> _What the exercise asks_
Word for word, please copy the listing below, with its pictures left out.

> _Material for this task_
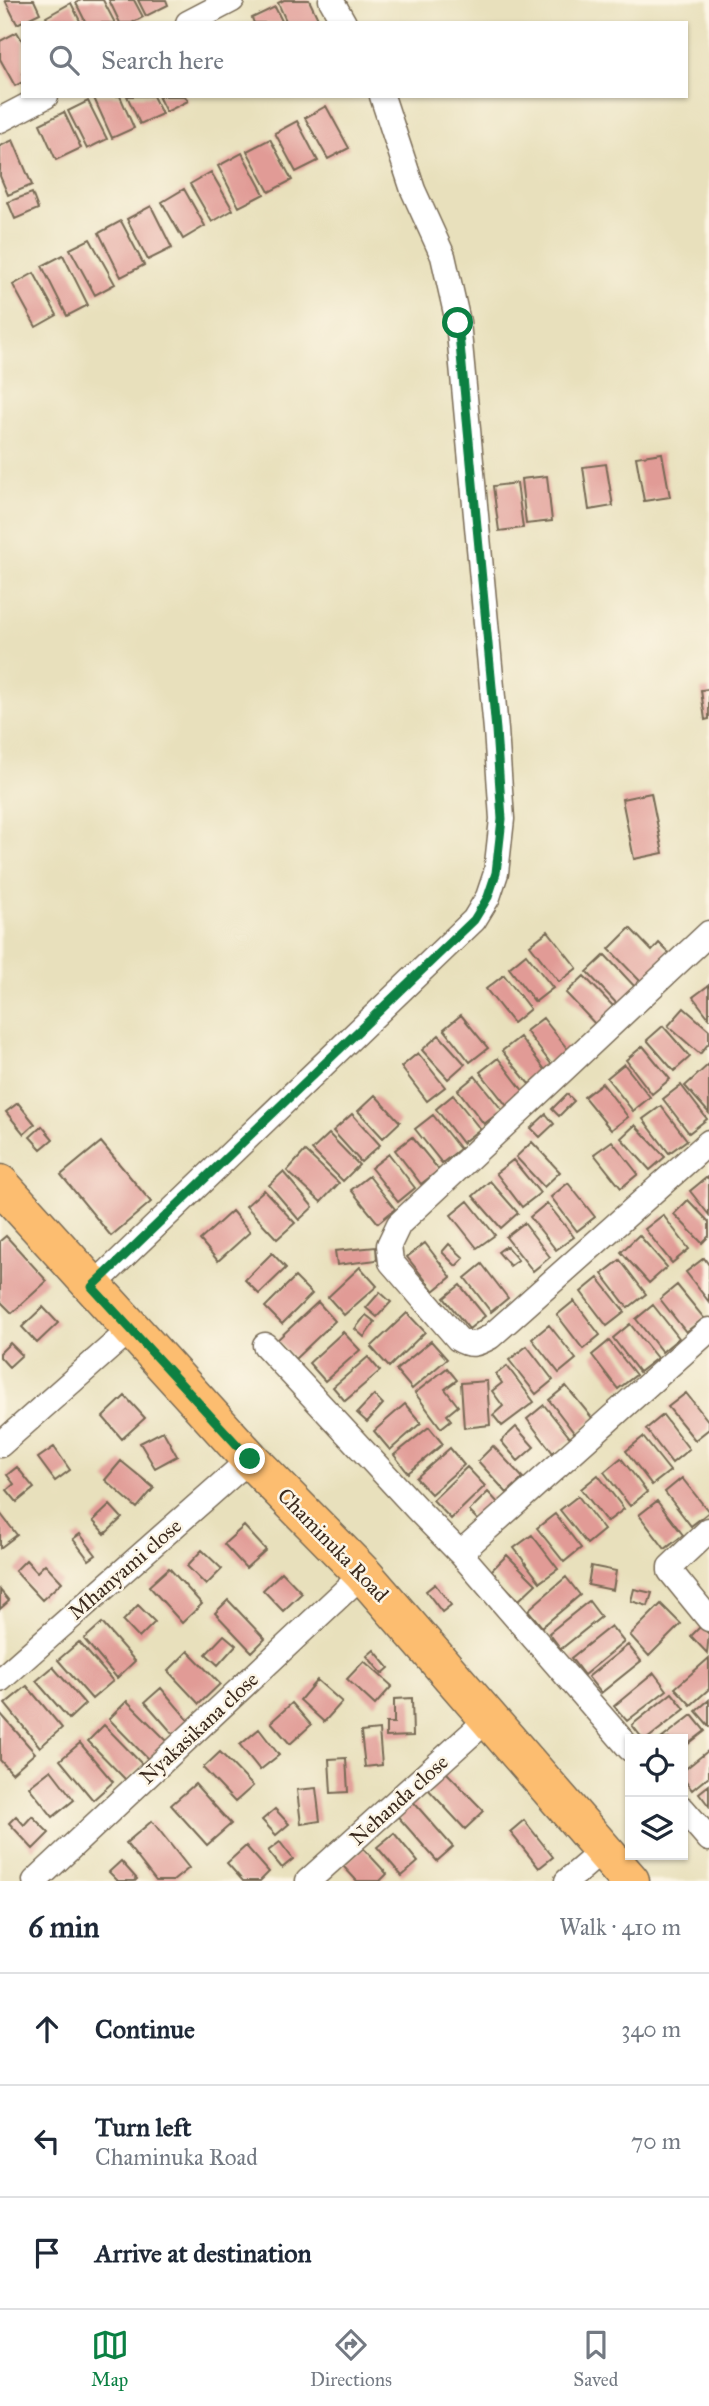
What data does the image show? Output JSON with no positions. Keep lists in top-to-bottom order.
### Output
{
  "streets": {
    "main road": ["Chaminuka Road"],
    "street": ["Mhanyami close", "Nyakasikana close", "Nehanda close"]
  },
  "crossings": [
    ["Chaminuka Road", "Mhanyami close"],
    ["Chaminuka Road", "Nyakasikana close"],
    ["Chaminuka Road", "Nehanda close"]
  ],
  "page": {
    "search": "Search here",
    "heading": ["6 min", "Walk · 410 m"],
    "list": [
      ["Continue", "340 m"],
      ["Turn left", "Chaminuka Road", "70 m"],
      "Arrive at destination"
    ],
    "nav": ["Map", "Directions", "Saved"]
  }
}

> _The completed task_
What data does the image show? Output JSON with no positions. Keep lists in top-to-bottom order.
### Output
{
  "streets": {
    "main road": ["Chaminuka Road"],
    "street": ["Mhanyami close", "Nyakasikana close", "Nehanda close"]
  },
  "crossings": [
    ["Chaminuka Road", "Mhanyami close"],
    ["Chaminuka Road", "Nyakasikana close"],
    ["Chaminuka Road", "Nehanda close"]
  ],
  "page": {
    "search": "Search here",
    "heading": ["6 min", "Walk · 410 m"],
    "list": [
      ["Continue", "340 m"],
      ["Turn left", "Chaminuka Road", "70 m"],
      "Arrive at destination"
    ],
    "nav": ["Map", "Directions", "Saved"]
  }
}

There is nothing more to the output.